• The problem: Give every entry again, unchanged, and leave its images out.
□ □ □
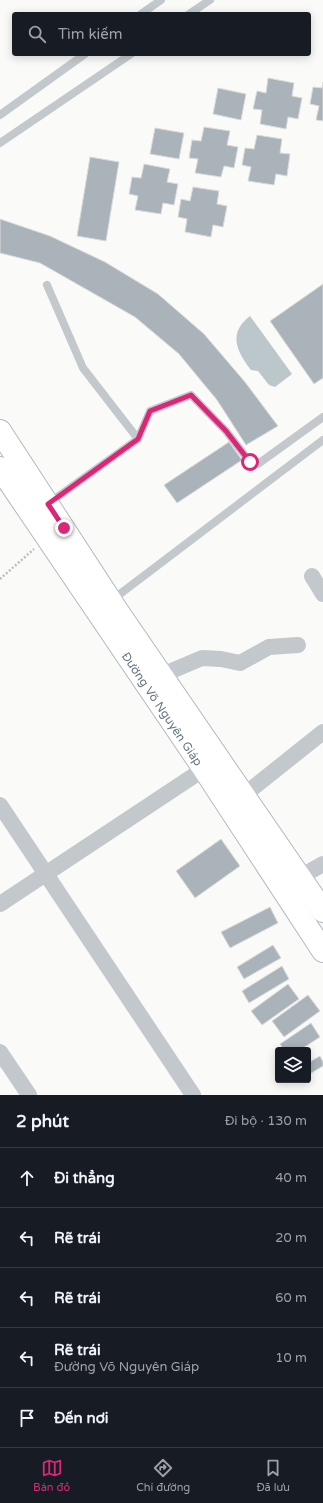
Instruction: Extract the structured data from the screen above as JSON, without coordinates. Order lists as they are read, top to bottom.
{
  "streets": {
    "main road": ["Đường Võ Nguyên Giáp"]
  },
  "page": {
    "search": "Tìm kiếm",
    "heading": ["2 phút", "Đi bộ · 130 m"],
    "list": [
      ["Đi thẳng", "40 m"],
      ["Rẽ trái", "20 m"],
      ["Rẽ trái", "60 m"],
      ["Rẽ trái", "Đường Võ Nguyên Giáp", "10 m"],
      "Đến nơi"
    ],
    "nav": ["Bản đồ", "Chỉ đường", "Đã lưu"]
  }
}
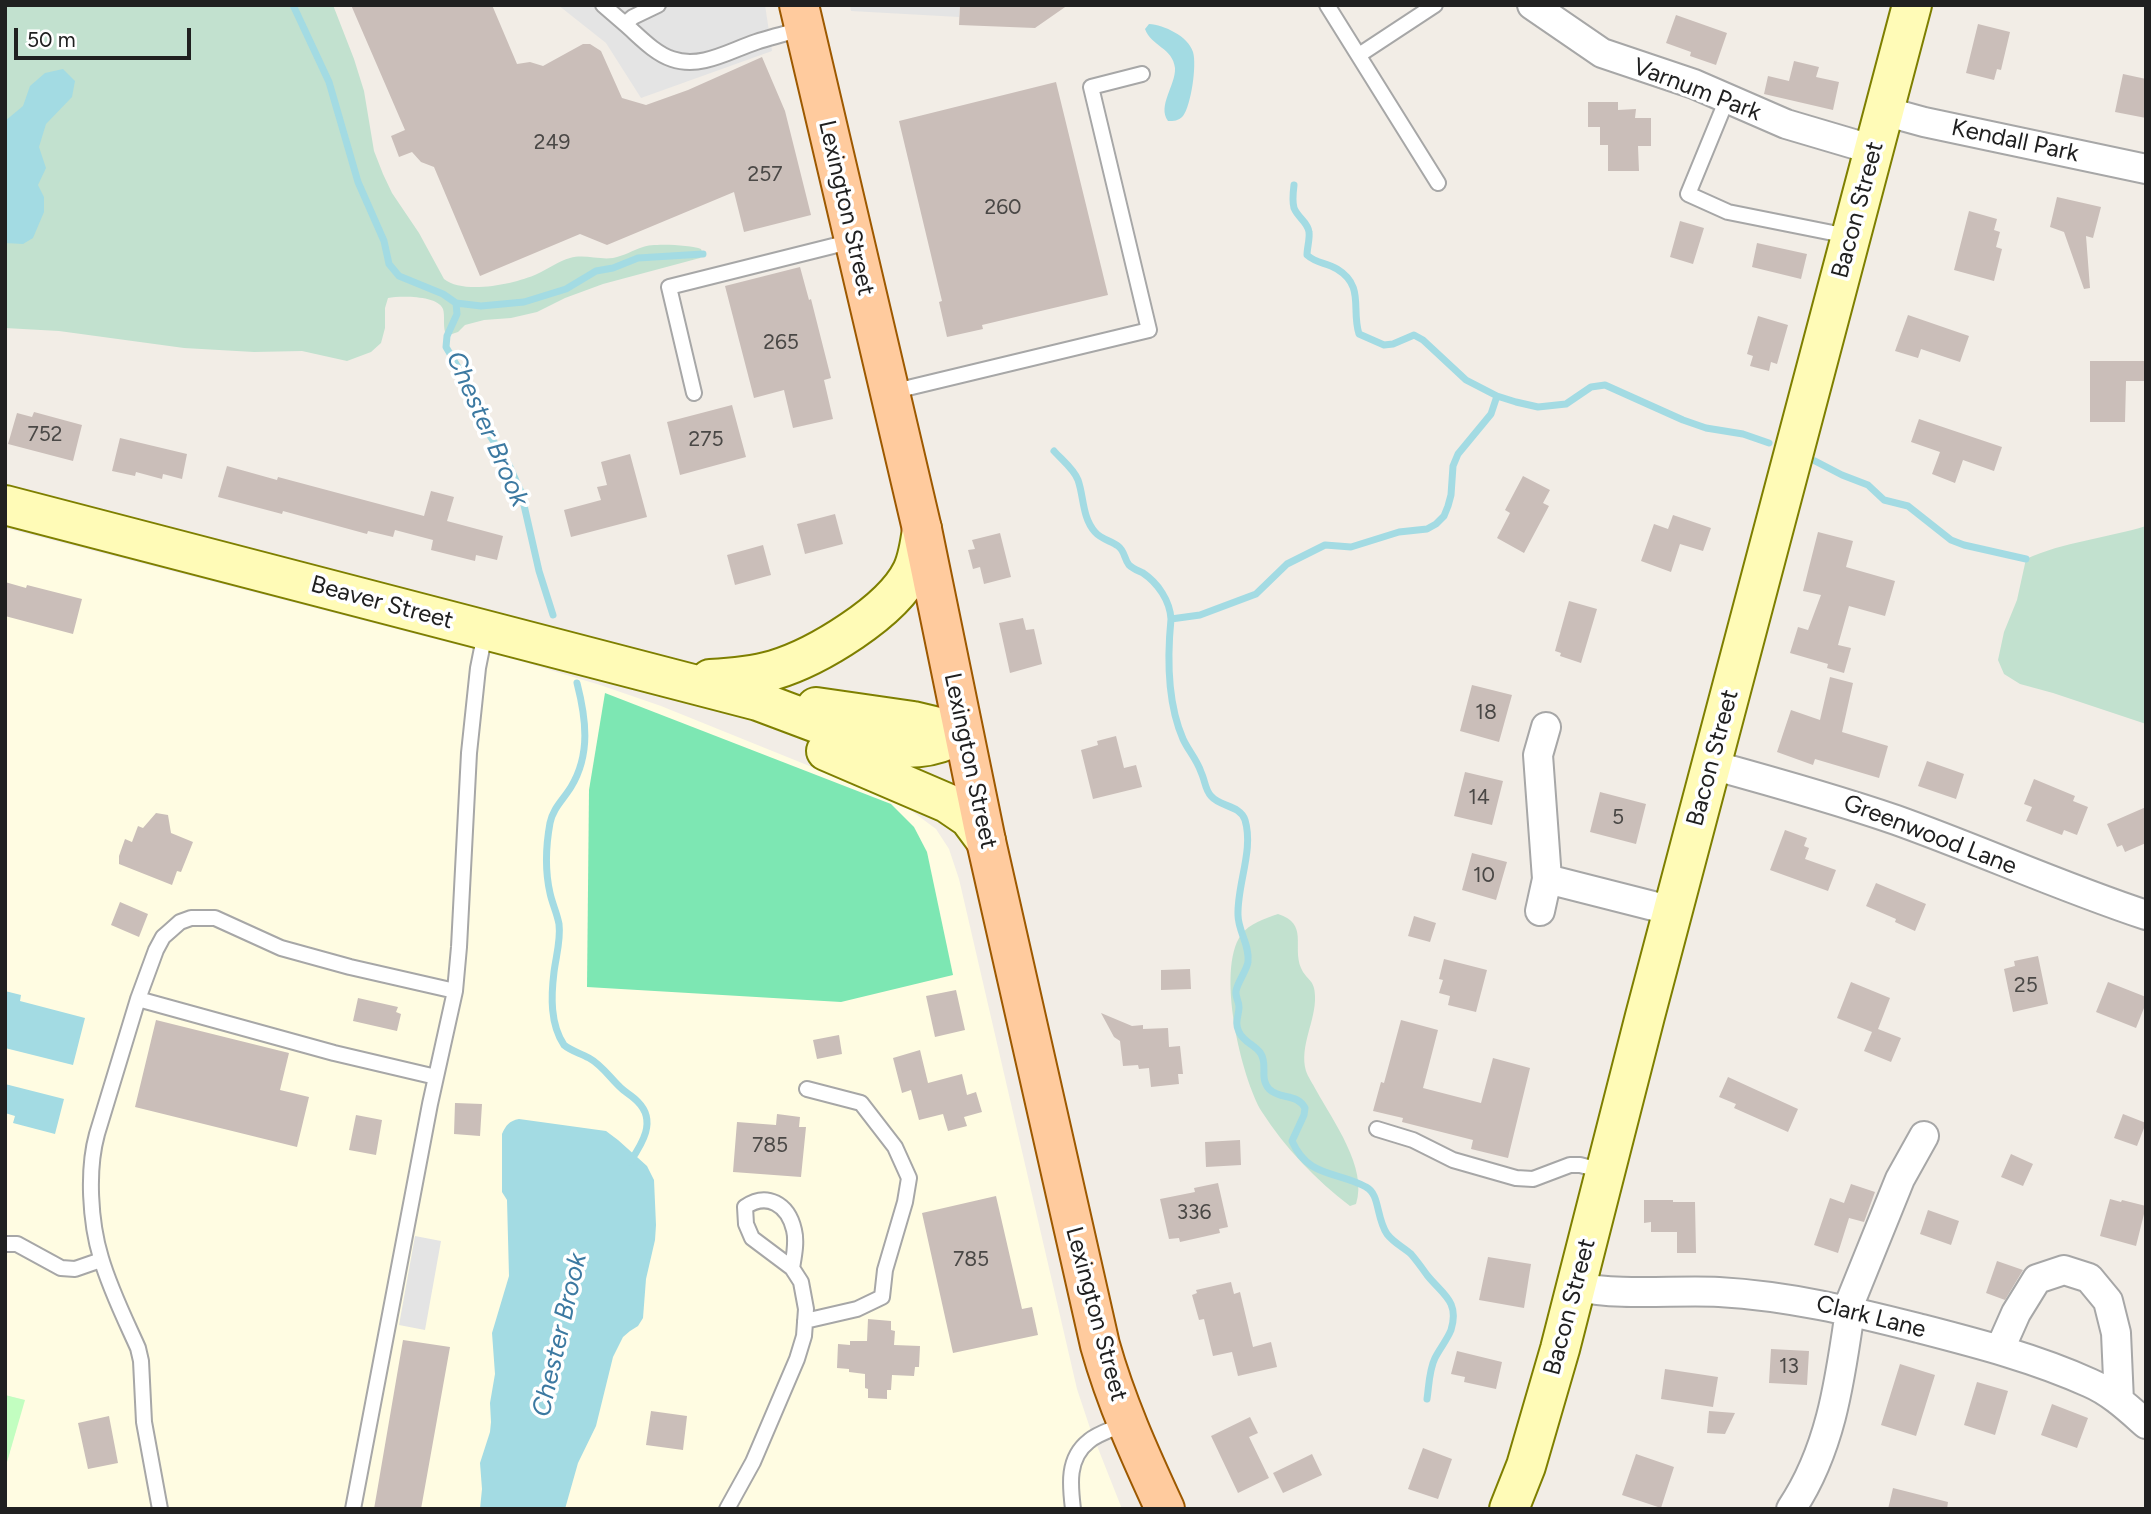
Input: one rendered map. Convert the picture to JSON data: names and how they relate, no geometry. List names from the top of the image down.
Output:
{
  "streets": {
    "main road": ["Lexington Street", "Bacon Street", "Beaver Street"],
    "street": [
      "Varnum Park",
      "Kendall Park",
      "Greenwood Lane",
      "Clark Lane"
    ]
  },
  "crossings": [
    ["Varnum Park", "Bacon Street"],
    ["Kendall Park", "Bacon Street"],
    ["Lexington Street", "Beaver Street"],
    ["Bacon Street", "Greenwood Lane"],
    ["Bacon Street", "Clark Lane"]
  ],
  "water": ["Chester Brook"],
  "house_numbers": [
    "249",
    "257",
    "260",
    "265",
    "752",
    "275",
    "18",
    "14",
    "5",
    "10",
    "25",
    "785",
    "336",
    "785",
    "13"
  ],
  "scale_bar": "50 m"
}
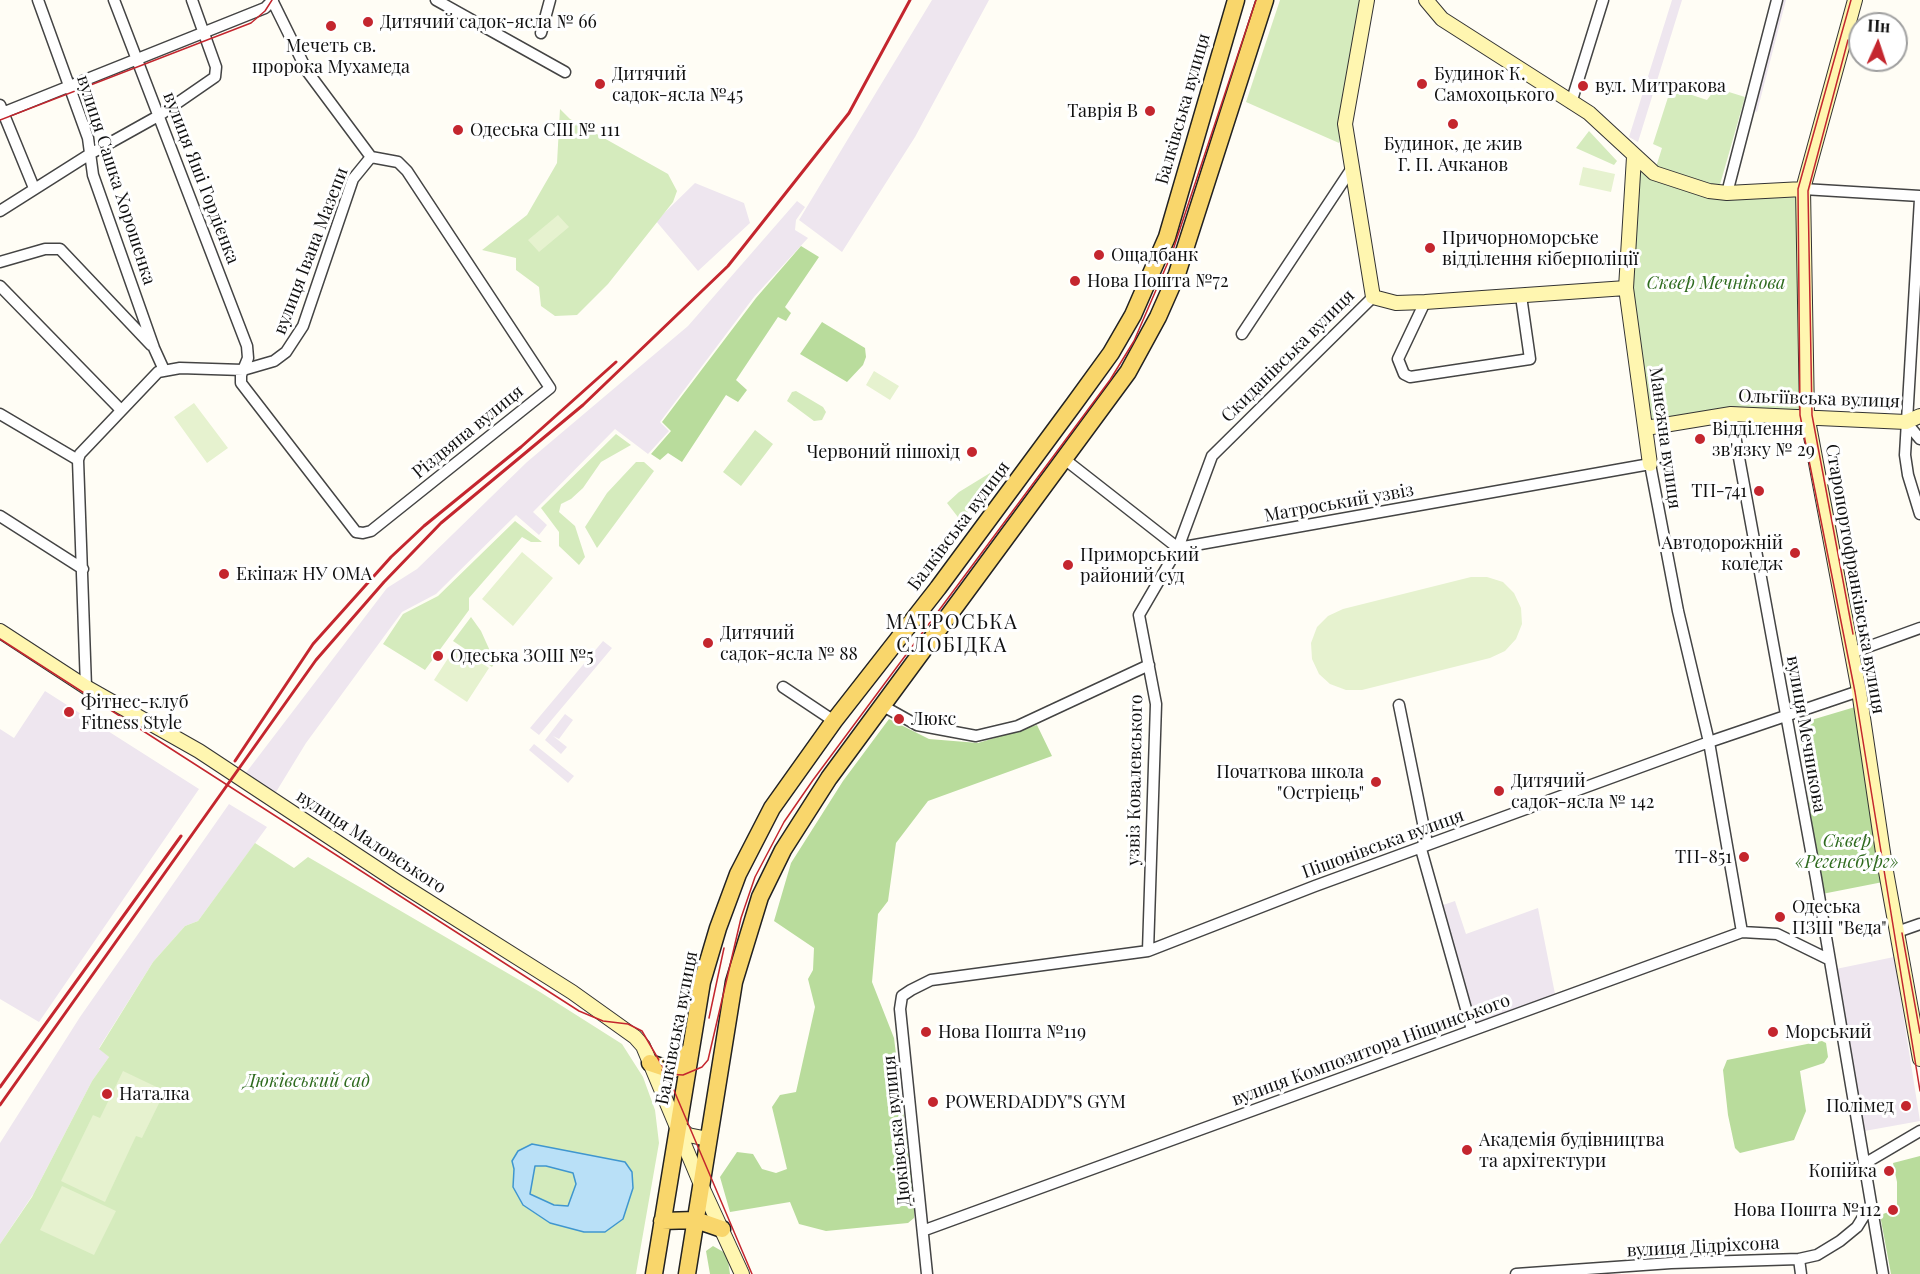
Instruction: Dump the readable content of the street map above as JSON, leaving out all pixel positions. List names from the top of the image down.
□ □ □
• Response to the exercise:
Instruction: Extract the structured data from the screen above as JSON, without coordinates. Order lists as they are read, top to bottom.
{
  "streets": {
    "main road": ["Đường Võ Nguyên Giáp"]
  },
  "page": {
    "search": "Tìm kiếm",
    "heading": ["2 phút", "Đi bộ · 130 m"],
    "list": [
      ["Đi thẳng", "40 m"],
      ["Rẽ trái", "20 m"],
      ["Rẽ trái", "60 m"],
      ["Rẽ trái", "Đường Võ Nguyên Giáp", "10 m"],
      "Đến nơi"
    ],
    "nav": ["Bản đồ", "Chỉ đường", "Đã lưu"]
  }
}
Input: one rendered map. Convert the picture to JSON data: names and how they relate, no geometry. List names from the top of the image down.
Output:
{
  "streets": {
    "main road": ["Lexington Street", "Bacon Street", "Beaver Street"],
    "street": [
      "Varnum Park",
      "Kendall Park",
      "Greenwood Lane",
      "Clark Lane"
    ]
  },
  "crossings": [
    ["Varnum Park", "Bacon Street"],
    ["Kendall Park", "Bacon Street"],
    ["Lexington Street", "Beaver Street"],
    ["Bacon Street", "Greenwood Lane"],
    ["Bacon Street", "Clark Lane"]
  ],
  "water": ["Chester Brook"],
  "house_numbers": [
    "249",
    "257",
    "260",
    "265",
    "752",
    "275",
    "18",
    "14",
    "5",
    "10",
    "25",
    "785",
    "336",
    "785",
    "13"
  ],
  "scale_bar": "50 m"
}
Instruction: Dump the readable content of the street map above as JSON, leaving out all pixel positions. List names from the top of the image down.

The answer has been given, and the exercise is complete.